--- RECORDS SUPPLIED ---
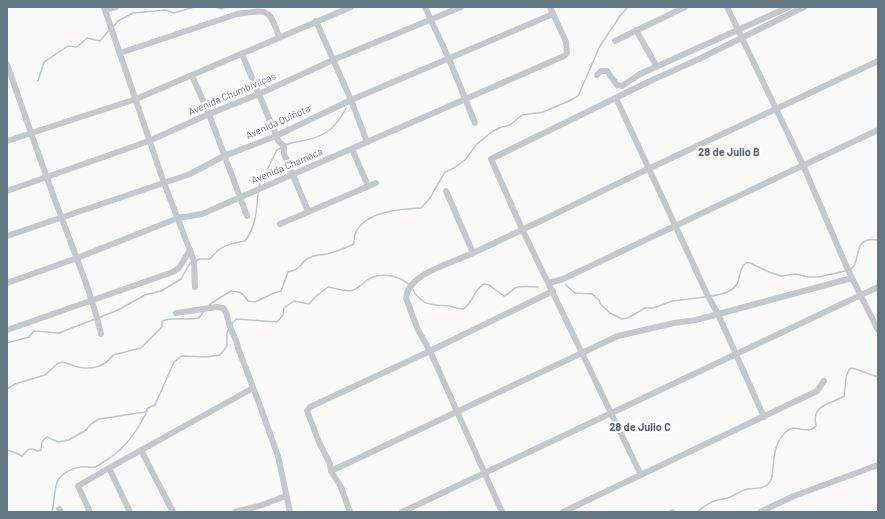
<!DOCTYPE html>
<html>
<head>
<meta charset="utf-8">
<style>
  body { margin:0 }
  #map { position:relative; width:885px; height:519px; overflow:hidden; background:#fafaf8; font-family:Barlow,sans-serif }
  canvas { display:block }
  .frame { position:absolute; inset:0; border:8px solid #657683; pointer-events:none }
</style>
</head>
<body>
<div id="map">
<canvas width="885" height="519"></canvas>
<div class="frame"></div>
</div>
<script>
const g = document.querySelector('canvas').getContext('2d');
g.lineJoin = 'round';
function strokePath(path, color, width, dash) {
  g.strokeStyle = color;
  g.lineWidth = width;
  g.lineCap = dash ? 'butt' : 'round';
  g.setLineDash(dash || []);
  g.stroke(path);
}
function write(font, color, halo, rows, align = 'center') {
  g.font = font + ' Barlow,sans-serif';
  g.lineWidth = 4;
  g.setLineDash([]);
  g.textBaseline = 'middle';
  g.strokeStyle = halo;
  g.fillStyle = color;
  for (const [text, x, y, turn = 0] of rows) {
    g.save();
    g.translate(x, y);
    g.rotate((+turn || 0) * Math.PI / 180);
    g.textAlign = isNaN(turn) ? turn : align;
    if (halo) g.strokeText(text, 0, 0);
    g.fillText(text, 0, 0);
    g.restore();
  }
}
const stream = new Path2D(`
  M215 7 221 9 226 7
  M113 27 118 21 133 13 166 10 174 13 194 7
  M38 81 44 62 68 46 77 47 87 38 100 41 110 29
  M285 145C292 142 299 142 306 140 327 136 337 126 346 108
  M259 186 277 150 282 147
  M195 261 200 259H210C221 245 229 244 245 241 256 227 257 209 258 192
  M851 269 854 266C860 252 856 236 878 240
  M566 285 575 293 592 294 599 300 601 305 610 313 622 319 628 318 645 308H653L673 301 705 297
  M412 288C421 306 432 305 450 306 454 307 458 309 463 309 474 303 473 289 484 284L489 285 504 296C509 294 511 291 515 288 521 285 531 287 538 287
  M711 296C719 295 732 292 737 284 741 277 738 269 746 263H750L769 272 781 276 796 274 808 277H819L845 271
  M208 306C215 300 223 296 231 291 239 291 243 293 248 301L255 302 274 293 281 291 288 272C302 270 300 261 311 257 316 255 322 255 327 254 336 252 345 248 354 244 354 240 354 235 356 232 366 211 401 209 421 208L430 198 445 172 454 168 466 159 476 145 490 133 499 128 510 125 522 115 543 112 569 101 578 96 600 46 620 16 628 7
  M98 318 118 310 145 295 161 291 181 279 190 263 192 262
  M232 324 236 319 277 322 283 315 284 308 294 301 309 304 315 297 328 287C334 288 343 291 350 291 357 290 361 285 366 281 379 271 398 275 410 285
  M7 343 29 337 34 331 59 333 95 319
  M7 389 15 384 45 375 57 364 62 362C68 363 73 366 78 367 91 370 105 367 113 355L141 348 162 327V321C176 316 185 321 199 318L203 312
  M7 450 16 453 22 456 29 449H33L38 451 41 450 42 441 47 437 58 442 69 440 86 430 91 424 99 419 145 412 148 408 155 405 174 362 182 356 207 357 220 355 227 346V332L229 329
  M52 512C55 502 53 487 59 479 62 473 73 468 80 467 85 466 90 468 95 467 98 466 101 464 103 462 124 451 137 432 147 411
  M667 512 673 510 676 512
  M697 512C703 507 710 502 718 500 722 499 726 499 730 497 735 495 739 492 744 490 753 487 763 491 770 482 773 478 772 472 773 467 774 454 776 440 787 431 796 423 807 436 816 426 811 404 830 405 844 396 846 388 844 374 851 368L855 369 878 377`);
const minor = new Path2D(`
  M104 7 164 183 194 261 195 287
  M425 7 449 59 475 123
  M727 7 803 165 848 270 878 330
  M105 10 116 7
  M316 21 351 100 367 142
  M636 30 657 67
  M615 41 685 7
  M120 53 237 14C268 10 269 7 279 37
  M242 54 279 142 284 146V154L308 211
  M7 64C25 115 42 166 61 216 75 255 92 294 101 334
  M597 75 601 71H607L617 85 622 86 640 74 789 7
  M192 76 209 114 247 216
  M616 98 708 296 718 314 764 417
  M7 141 136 99 351 7
  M352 149 368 186
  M7 191 149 141 209 114 259 94 333 60 461 7
  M446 191 473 253
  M280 224 376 183
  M7 236 190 174 224 156 276 136 351 100 553 14
  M7 283 77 258 178 218 202 214 564 56 567 53 566 42 550 7
  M549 283 563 279 878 130
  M176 313 217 307 223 308C229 315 227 319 230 327 233 335 237 340 238 348L259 403 278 456 290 512
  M7 330 173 272 179 268 190 250
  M141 450 173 512
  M109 468 130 512
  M331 471 618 336 674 323 696 320 852 278
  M641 475 522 229 491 159 648 82 699 59 804 7
  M59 509 61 512
  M90 512 78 486 109 468 253 388
  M235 512 259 506 286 496
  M350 512 341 487 331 471 330 464 319 442 307 411 310 407 430 351 553 291
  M402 512 878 287
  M502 512 430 351 418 330 406 298C408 273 453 263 473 253 532 226 589 197 648 169 724 133 801 97 878 61
  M563 512 817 391 824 381
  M760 512 794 496 878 465`);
const streetNames = [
  ["Avenida Chumbivilcas",232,94,-23],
  ["Avenida Quiñota",278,122,-24],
  ["Avenida Chamaca",287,166,-23]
];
const neighbourhoodNames = [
  ["28 de Julio B",729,152],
  ["28 de Julio C",640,427]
];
strokePath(stream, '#bbc7cb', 1.5);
strokePath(minor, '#c3c8cc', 6);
write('10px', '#657683', '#fff', streetNames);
write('bold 11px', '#57646e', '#fff', neighbourhoodNames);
</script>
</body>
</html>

--- TO DO ---
Copy every line above that holds the word "canvas".

--- THE COMPLETED TASK ---
  canvas { display:block }
<canvas width="885" height="519"></canvas>
const g = document.querySelector('canvas').getContext('2d');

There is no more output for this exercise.